▶ _WHAT THE EXERCISE ASKS_: After finding the line with "const shape = rows" in the data below, set down exactly each line through the one with "context.lineWidth = 6;", inclusive, and stop there.

▶ _RECORDS SHOWN_:
= = =
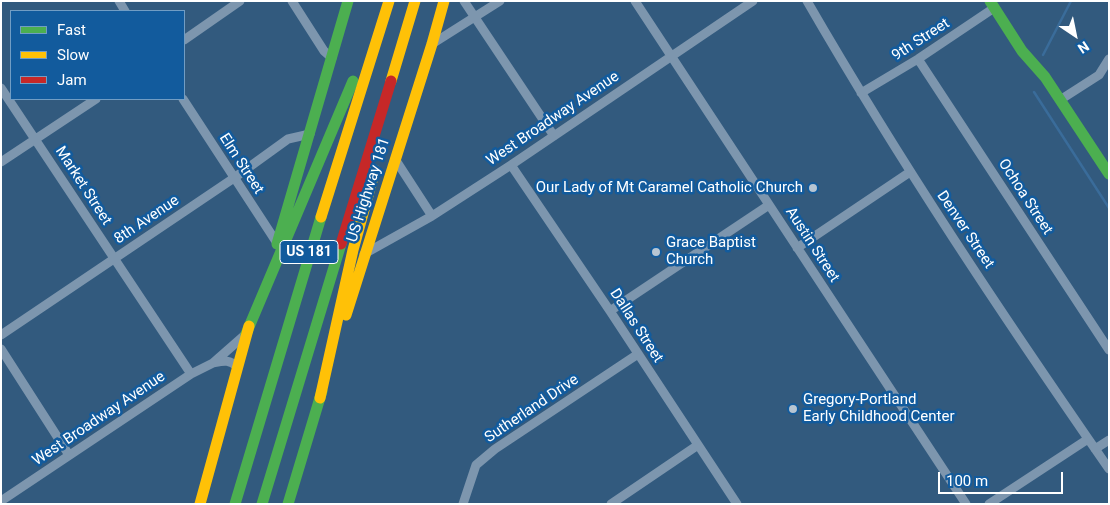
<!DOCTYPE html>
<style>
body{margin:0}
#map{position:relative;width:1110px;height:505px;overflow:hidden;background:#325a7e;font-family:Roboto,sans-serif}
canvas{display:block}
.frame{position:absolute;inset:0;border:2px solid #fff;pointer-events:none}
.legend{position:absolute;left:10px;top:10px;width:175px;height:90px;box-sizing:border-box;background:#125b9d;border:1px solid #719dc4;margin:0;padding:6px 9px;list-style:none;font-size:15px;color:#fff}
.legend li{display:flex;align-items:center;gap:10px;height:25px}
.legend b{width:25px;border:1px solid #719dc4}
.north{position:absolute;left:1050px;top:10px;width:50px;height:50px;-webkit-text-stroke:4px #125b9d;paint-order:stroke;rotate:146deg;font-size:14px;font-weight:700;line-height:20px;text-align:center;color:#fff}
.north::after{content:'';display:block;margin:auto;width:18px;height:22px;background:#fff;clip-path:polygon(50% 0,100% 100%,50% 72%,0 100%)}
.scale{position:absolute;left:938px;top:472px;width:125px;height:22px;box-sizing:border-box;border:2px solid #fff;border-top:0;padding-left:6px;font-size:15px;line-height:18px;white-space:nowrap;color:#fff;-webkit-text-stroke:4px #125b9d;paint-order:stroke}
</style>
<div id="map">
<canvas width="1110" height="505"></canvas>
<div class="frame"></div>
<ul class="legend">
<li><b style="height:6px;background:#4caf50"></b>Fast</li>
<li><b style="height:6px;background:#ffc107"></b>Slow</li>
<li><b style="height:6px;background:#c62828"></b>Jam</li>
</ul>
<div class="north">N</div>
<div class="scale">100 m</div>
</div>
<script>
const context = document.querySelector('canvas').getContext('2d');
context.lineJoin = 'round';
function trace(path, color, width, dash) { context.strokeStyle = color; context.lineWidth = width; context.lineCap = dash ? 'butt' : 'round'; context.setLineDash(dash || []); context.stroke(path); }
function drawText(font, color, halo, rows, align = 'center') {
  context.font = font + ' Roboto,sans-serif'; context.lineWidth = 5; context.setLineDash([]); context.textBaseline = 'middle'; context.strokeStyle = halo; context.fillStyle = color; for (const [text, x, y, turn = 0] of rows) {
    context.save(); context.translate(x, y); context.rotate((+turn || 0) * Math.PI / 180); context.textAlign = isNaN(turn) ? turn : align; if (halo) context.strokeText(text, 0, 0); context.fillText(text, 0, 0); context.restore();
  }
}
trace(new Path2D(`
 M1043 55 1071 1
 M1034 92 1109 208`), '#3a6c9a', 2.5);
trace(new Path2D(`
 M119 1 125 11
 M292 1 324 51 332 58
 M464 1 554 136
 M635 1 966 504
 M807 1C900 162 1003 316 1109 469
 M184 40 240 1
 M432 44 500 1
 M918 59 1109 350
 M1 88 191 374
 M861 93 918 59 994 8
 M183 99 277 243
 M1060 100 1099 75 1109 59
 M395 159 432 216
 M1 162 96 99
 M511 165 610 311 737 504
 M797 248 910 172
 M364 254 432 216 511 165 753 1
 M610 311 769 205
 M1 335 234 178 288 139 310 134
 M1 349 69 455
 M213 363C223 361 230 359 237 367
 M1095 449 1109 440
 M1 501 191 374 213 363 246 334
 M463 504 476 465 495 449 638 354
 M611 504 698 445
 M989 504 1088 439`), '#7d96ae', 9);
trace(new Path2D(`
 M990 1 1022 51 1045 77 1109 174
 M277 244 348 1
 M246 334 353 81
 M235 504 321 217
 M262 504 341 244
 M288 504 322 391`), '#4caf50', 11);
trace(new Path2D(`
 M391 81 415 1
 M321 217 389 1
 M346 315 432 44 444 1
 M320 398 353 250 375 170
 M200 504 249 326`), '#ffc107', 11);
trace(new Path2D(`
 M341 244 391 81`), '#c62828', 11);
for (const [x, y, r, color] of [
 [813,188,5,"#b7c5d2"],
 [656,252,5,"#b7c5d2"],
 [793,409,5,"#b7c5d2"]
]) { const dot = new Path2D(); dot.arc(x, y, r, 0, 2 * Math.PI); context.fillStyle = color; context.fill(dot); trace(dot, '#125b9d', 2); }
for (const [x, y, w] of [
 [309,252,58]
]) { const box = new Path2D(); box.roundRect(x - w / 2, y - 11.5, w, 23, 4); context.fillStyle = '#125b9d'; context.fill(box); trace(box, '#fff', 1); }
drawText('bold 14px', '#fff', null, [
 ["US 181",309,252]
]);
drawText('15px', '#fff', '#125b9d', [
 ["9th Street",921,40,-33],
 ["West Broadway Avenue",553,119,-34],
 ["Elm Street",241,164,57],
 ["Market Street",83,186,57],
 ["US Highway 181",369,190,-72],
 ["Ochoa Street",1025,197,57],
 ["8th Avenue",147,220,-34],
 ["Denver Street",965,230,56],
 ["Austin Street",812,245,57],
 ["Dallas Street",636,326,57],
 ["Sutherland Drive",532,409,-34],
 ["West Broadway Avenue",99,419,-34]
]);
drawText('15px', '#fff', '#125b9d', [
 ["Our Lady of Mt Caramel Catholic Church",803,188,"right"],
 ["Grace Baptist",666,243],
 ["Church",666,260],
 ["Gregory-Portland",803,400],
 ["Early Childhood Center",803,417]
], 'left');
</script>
= = =
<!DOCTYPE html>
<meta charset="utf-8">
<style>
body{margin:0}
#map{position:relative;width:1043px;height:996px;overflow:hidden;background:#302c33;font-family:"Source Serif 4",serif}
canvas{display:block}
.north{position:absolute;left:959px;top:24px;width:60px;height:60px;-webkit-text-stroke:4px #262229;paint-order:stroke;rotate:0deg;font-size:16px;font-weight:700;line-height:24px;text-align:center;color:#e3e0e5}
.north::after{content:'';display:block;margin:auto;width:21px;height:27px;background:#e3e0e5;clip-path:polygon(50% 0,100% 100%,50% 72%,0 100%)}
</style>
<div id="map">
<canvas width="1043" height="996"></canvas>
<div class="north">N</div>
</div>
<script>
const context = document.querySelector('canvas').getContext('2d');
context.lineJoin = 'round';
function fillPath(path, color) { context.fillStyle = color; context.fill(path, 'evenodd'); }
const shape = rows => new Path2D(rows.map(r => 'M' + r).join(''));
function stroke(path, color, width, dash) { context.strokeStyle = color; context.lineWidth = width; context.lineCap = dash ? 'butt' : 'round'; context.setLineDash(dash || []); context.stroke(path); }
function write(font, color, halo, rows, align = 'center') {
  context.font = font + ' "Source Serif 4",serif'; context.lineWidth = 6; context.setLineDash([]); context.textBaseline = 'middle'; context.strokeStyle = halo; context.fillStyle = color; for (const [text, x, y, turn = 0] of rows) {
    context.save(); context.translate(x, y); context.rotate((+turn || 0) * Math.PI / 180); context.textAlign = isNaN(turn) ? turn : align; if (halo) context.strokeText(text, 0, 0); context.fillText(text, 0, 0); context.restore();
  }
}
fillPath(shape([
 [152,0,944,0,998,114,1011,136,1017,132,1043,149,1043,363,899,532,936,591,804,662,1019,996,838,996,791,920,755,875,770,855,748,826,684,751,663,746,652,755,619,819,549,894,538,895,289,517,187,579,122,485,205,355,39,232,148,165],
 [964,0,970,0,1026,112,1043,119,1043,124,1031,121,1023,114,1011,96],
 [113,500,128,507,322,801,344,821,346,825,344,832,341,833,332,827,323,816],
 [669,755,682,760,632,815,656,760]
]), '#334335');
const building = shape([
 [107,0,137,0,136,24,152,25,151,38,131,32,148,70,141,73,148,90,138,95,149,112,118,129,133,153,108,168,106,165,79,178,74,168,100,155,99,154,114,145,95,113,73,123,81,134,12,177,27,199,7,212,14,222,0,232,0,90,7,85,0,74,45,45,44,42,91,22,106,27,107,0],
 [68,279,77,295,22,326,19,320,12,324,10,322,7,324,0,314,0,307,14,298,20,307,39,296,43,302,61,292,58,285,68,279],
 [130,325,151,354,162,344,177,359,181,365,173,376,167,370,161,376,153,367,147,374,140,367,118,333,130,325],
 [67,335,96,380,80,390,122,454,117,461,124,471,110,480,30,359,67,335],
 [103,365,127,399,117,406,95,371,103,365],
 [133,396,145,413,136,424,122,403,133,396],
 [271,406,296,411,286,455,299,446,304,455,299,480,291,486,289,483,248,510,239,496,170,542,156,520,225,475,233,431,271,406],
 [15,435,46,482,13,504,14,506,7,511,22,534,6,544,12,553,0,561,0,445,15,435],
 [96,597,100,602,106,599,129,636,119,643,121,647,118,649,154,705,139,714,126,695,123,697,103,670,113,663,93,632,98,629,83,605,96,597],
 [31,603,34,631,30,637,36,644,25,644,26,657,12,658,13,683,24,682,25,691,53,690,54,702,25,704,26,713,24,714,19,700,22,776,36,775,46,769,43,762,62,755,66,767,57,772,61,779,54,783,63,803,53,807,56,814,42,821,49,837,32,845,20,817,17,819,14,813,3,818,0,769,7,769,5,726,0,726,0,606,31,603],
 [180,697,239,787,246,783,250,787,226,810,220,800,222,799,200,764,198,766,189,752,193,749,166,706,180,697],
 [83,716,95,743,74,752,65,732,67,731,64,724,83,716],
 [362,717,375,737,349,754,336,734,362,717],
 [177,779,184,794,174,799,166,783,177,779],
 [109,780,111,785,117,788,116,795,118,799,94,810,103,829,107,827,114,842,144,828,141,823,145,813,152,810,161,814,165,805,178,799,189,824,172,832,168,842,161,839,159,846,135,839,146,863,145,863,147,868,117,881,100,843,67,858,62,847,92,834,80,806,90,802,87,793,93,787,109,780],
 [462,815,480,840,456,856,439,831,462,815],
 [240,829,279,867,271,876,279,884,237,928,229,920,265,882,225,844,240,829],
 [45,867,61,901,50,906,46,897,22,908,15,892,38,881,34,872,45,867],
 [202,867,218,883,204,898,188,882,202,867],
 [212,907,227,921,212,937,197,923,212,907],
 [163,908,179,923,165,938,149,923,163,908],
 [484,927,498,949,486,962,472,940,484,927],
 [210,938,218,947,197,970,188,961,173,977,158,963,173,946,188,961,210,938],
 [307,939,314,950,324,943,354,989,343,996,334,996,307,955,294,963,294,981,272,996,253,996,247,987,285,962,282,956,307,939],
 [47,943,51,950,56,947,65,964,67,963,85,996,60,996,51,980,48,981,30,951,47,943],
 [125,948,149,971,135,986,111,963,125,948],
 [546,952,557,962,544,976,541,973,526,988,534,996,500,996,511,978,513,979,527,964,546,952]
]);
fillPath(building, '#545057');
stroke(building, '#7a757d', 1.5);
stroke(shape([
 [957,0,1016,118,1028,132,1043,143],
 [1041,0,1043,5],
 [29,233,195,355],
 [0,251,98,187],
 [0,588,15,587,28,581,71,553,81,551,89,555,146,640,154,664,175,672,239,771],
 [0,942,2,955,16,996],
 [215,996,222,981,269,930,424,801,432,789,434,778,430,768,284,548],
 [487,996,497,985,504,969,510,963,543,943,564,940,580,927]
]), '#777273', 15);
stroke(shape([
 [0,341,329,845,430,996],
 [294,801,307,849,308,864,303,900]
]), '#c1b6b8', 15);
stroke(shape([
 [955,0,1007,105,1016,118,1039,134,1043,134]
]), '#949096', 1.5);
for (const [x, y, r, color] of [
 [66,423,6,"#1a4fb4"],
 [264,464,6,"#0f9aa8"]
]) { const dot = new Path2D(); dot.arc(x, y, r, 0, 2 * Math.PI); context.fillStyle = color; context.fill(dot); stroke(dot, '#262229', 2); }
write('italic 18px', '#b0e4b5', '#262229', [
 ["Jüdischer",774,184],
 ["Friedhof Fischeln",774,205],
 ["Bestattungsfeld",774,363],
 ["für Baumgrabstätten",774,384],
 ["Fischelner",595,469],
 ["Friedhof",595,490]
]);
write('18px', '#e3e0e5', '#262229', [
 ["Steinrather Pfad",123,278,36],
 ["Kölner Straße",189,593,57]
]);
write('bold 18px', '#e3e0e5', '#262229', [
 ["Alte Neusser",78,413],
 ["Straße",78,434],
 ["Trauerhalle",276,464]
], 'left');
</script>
= = =
▶ _RESULT BELOW_:
const shape = rows => new Path2D(rows.map(r => 'M' + r).join(''));
function stroke(path, color, width, dash) { context.strokeStyle = color; context.lineWidth = width; context.lineCap = dash ? 'butt' : 'round'; context.setLineDash(dash || []); context.stroke(path); }
function write(font, color, halo, rows, align = 'center') {
  context.font = font + ' "Source Serif 4",serif'; context.lineWidth = 6; context.setLineDash([]); context.textBaseline = 'middle'; context.strokeStyle = halo; context.fillStyle = color; for (const [text, x, y, turn = 0] of rows) {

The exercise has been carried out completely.